RECORDS PROVIDED Block Start

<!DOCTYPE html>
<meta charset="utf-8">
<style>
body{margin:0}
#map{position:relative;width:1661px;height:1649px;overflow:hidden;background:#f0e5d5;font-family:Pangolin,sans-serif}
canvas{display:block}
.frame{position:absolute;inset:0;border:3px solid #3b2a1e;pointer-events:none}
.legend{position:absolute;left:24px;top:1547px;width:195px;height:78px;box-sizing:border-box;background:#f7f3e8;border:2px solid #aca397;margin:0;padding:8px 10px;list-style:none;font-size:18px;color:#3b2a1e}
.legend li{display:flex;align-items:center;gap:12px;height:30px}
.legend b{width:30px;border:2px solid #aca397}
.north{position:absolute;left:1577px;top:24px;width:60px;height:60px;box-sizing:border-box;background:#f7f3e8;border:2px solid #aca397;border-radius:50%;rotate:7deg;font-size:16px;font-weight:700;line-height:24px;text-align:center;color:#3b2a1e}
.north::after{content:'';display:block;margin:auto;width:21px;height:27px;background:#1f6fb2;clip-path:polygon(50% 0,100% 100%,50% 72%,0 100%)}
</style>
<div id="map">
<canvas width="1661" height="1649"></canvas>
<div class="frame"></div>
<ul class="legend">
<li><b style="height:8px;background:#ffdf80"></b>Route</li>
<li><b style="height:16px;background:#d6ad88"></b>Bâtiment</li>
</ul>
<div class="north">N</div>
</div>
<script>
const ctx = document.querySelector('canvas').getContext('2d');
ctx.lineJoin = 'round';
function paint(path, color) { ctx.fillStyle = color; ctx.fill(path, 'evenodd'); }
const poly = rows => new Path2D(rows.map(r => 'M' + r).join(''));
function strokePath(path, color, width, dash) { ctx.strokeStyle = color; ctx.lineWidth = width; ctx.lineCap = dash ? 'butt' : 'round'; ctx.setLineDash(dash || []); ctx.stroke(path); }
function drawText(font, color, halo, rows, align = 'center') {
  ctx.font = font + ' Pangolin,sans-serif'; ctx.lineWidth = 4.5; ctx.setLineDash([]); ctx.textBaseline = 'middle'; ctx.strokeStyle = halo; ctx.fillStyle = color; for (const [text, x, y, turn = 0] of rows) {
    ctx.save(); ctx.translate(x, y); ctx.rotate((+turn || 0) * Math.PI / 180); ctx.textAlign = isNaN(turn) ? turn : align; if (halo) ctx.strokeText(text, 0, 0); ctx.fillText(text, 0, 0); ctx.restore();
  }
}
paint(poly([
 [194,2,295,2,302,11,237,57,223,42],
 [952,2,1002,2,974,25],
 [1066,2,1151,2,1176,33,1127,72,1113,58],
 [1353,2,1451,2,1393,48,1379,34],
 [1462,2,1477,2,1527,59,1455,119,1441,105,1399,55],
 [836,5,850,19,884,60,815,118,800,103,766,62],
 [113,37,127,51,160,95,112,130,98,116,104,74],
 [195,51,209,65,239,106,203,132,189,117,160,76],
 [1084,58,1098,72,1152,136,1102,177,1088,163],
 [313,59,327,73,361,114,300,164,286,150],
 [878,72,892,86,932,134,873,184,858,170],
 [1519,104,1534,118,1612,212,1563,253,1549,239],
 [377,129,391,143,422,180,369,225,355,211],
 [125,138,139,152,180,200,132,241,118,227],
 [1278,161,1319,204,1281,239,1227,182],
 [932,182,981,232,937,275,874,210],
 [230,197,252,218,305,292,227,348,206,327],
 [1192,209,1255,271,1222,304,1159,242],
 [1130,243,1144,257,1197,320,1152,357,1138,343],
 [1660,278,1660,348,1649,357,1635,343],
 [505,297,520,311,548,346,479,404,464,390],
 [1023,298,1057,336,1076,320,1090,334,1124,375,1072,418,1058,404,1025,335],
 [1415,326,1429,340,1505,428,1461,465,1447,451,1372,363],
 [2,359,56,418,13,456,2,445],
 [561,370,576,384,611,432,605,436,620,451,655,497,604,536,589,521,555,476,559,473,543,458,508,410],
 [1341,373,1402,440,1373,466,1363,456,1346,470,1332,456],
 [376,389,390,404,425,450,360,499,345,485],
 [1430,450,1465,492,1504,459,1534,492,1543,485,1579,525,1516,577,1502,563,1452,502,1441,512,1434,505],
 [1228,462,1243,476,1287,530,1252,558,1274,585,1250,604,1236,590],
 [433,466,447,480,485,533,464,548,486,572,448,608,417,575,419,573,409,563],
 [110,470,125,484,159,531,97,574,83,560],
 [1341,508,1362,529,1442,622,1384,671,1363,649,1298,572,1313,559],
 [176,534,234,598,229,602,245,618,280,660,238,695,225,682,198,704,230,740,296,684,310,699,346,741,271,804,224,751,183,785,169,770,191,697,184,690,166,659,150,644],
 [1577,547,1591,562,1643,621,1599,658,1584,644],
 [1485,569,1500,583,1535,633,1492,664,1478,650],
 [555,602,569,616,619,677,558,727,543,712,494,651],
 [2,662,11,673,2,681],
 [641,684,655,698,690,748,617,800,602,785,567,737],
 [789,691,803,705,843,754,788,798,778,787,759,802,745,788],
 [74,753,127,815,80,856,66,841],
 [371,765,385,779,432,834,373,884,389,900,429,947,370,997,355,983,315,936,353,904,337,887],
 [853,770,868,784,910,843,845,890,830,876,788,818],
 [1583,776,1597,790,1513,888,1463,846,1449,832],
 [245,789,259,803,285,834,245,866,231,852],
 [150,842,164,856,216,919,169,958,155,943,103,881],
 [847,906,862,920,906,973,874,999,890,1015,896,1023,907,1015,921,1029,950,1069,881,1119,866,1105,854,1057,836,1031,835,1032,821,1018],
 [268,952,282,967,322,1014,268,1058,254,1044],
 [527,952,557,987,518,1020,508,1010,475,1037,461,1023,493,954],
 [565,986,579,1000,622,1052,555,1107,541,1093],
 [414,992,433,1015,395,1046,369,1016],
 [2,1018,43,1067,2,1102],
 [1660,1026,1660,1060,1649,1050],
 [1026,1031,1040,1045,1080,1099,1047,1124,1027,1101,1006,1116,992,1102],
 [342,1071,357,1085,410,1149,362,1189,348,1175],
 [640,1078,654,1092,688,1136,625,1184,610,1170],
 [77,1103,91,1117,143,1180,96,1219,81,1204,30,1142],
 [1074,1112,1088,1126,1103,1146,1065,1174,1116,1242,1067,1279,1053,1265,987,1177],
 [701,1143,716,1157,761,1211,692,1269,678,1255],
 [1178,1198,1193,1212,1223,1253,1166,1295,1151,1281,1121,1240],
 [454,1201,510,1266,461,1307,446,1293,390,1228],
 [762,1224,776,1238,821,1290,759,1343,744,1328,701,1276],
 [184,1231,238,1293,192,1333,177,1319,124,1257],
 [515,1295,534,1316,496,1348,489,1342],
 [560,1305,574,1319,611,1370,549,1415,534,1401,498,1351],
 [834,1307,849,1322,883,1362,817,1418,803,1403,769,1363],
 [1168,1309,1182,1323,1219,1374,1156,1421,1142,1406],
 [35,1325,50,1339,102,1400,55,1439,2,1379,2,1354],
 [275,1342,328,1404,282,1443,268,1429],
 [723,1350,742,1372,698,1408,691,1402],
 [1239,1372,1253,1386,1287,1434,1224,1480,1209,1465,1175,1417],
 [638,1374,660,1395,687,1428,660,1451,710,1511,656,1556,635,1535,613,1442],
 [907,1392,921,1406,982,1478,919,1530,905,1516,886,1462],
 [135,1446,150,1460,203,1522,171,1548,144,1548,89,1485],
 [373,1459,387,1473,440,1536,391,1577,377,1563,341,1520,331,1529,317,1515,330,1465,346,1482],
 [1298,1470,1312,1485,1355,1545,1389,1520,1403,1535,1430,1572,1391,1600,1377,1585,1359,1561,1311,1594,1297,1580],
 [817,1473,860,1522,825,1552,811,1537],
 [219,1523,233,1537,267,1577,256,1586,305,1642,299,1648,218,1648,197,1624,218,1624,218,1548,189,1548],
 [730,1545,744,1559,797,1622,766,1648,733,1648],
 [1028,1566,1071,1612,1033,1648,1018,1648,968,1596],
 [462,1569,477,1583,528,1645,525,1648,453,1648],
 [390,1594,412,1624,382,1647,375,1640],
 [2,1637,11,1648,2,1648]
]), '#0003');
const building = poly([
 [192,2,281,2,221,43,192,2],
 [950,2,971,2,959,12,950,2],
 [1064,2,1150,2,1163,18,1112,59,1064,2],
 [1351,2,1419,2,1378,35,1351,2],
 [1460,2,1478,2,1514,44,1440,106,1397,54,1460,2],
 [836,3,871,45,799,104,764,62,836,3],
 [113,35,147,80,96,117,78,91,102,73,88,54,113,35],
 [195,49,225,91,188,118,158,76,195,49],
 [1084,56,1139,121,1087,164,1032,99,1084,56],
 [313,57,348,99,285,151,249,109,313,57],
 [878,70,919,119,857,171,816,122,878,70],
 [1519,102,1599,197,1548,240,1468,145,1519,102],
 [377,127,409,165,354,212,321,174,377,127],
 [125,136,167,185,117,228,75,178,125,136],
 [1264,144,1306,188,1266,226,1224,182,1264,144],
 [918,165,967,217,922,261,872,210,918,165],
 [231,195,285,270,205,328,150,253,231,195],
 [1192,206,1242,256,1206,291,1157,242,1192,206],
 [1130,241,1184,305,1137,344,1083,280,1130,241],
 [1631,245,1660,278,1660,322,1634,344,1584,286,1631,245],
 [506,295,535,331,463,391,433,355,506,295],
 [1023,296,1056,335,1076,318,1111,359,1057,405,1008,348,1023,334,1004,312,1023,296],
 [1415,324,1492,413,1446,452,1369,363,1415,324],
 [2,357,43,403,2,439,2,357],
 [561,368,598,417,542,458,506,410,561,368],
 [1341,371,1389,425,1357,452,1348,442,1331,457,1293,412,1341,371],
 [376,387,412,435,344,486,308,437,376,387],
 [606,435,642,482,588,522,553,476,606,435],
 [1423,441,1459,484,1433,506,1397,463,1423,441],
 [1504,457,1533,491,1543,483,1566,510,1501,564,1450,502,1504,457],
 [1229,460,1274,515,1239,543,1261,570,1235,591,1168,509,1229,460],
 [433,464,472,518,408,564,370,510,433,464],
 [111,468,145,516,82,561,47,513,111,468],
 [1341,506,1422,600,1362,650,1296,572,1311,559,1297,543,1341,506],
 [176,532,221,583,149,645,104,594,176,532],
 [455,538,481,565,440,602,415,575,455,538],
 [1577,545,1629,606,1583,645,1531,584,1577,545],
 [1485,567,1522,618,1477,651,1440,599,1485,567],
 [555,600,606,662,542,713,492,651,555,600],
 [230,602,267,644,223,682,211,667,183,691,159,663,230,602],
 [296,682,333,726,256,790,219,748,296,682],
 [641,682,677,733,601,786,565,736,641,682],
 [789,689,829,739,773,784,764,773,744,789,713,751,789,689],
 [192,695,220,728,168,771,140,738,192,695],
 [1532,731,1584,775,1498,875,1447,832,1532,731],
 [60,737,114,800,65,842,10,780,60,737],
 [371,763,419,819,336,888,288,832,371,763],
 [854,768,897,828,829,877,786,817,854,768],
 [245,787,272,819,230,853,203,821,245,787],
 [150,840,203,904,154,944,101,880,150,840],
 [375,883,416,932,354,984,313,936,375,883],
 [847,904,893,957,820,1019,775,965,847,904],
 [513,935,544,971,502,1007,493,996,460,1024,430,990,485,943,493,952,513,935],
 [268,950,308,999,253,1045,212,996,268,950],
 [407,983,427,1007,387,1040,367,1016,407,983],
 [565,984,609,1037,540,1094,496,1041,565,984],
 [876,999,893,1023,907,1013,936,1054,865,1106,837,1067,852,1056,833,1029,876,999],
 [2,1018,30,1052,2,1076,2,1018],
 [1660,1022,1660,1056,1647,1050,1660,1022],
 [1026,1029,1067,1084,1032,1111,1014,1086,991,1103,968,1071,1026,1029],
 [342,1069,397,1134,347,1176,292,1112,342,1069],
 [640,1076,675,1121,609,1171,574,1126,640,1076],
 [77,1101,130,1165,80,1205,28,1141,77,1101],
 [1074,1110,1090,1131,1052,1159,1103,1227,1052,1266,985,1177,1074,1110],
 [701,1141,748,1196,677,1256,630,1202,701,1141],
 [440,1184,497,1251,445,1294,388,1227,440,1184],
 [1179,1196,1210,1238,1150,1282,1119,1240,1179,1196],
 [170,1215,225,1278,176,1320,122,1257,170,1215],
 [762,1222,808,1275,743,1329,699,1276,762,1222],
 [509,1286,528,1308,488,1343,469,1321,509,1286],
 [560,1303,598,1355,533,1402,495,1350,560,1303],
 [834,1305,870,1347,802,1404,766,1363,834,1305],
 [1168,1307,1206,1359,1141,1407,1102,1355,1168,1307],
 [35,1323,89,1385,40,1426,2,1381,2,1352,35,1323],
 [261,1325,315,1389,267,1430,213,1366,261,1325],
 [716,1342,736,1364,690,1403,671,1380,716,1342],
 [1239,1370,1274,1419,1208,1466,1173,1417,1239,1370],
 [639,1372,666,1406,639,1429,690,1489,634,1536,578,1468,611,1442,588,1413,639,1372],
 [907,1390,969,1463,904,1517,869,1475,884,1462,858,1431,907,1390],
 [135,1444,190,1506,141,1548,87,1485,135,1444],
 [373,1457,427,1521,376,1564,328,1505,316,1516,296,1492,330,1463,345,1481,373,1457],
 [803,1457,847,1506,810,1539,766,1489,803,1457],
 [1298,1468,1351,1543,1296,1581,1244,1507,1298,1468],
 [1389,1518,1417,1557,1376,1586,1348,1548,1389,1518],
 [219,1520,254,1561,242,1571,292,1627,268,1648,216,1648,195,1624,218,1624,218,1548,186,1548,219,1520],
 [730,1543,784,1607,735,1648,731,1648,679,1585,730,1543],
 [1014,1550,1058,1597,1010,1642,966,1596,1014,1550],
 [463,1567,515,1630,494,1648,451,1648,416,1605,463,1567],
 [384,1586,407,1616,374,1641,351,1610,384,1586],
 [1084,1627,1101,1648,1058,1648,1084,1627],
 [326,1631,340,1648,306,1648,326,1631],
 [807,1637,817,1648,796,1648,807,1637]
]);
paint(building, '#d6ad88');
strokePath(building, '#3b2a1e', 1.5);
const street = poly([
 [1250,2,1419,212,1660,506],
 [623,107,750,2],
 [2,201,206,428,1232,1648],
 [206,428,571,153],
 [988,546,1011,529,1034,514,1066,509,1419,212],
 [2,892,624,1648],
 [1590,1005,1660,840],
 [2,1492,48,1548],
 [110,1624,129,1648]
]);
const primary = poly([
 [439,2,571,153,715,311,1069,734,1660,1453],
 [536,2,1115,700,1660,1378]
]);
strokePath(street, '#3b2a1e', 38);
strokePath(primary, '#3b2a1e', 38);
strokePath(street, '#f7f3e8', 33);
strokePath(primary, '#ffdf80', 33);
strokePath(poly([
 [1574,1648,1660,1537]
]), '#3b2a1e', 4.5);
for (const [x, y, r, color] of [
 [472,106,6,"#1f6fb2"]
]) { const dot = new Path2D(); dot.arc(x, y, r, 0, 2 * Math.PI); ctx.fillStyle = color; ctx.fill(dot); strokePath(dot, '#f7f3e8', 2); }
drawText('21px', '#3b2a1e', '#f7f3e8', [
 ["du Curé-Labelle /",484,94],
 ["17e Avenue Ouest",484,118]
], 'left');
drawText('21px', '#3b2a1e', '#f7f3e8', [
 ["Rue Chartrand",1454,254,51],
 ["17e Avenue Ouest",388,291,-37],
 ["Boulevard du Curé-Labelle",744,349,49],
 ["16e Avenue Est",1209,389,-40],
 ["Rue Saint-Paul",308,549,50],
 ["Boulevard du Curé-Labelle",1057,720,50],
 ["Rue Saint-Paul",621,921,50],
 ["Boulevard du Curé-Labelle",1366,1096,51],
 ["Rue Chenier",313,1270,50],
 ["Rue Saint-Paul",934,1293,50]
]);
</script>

RECORDS PROVIDED Block End

▸ THE PROBLEM
Only the lines with "turn" are needed; find them in the records and copy each one.

▸ RESPONSE TO THE EXERCISE
  ctx.font = font + ' Pangolin,sans-serif'; ctx.lineWidth = 4.5; ctx.setLineDash([]); ctx.textBaseline = 'middle'; ctx.strokeStyle = halo; ctx.fillStyle = color; for (const [text, x, y, turn = 0] of rows) {
    ctx.save(); ctx.translate(x, y); ctx.rotate((+turn || 0) * Math.PI / 180); ctx.textAlign = isNaN(turn) ? turn : align; if (halo) ctx.strokeText(text, 0, 0); ctx.fillText(text, 0, 0); ctx.restore();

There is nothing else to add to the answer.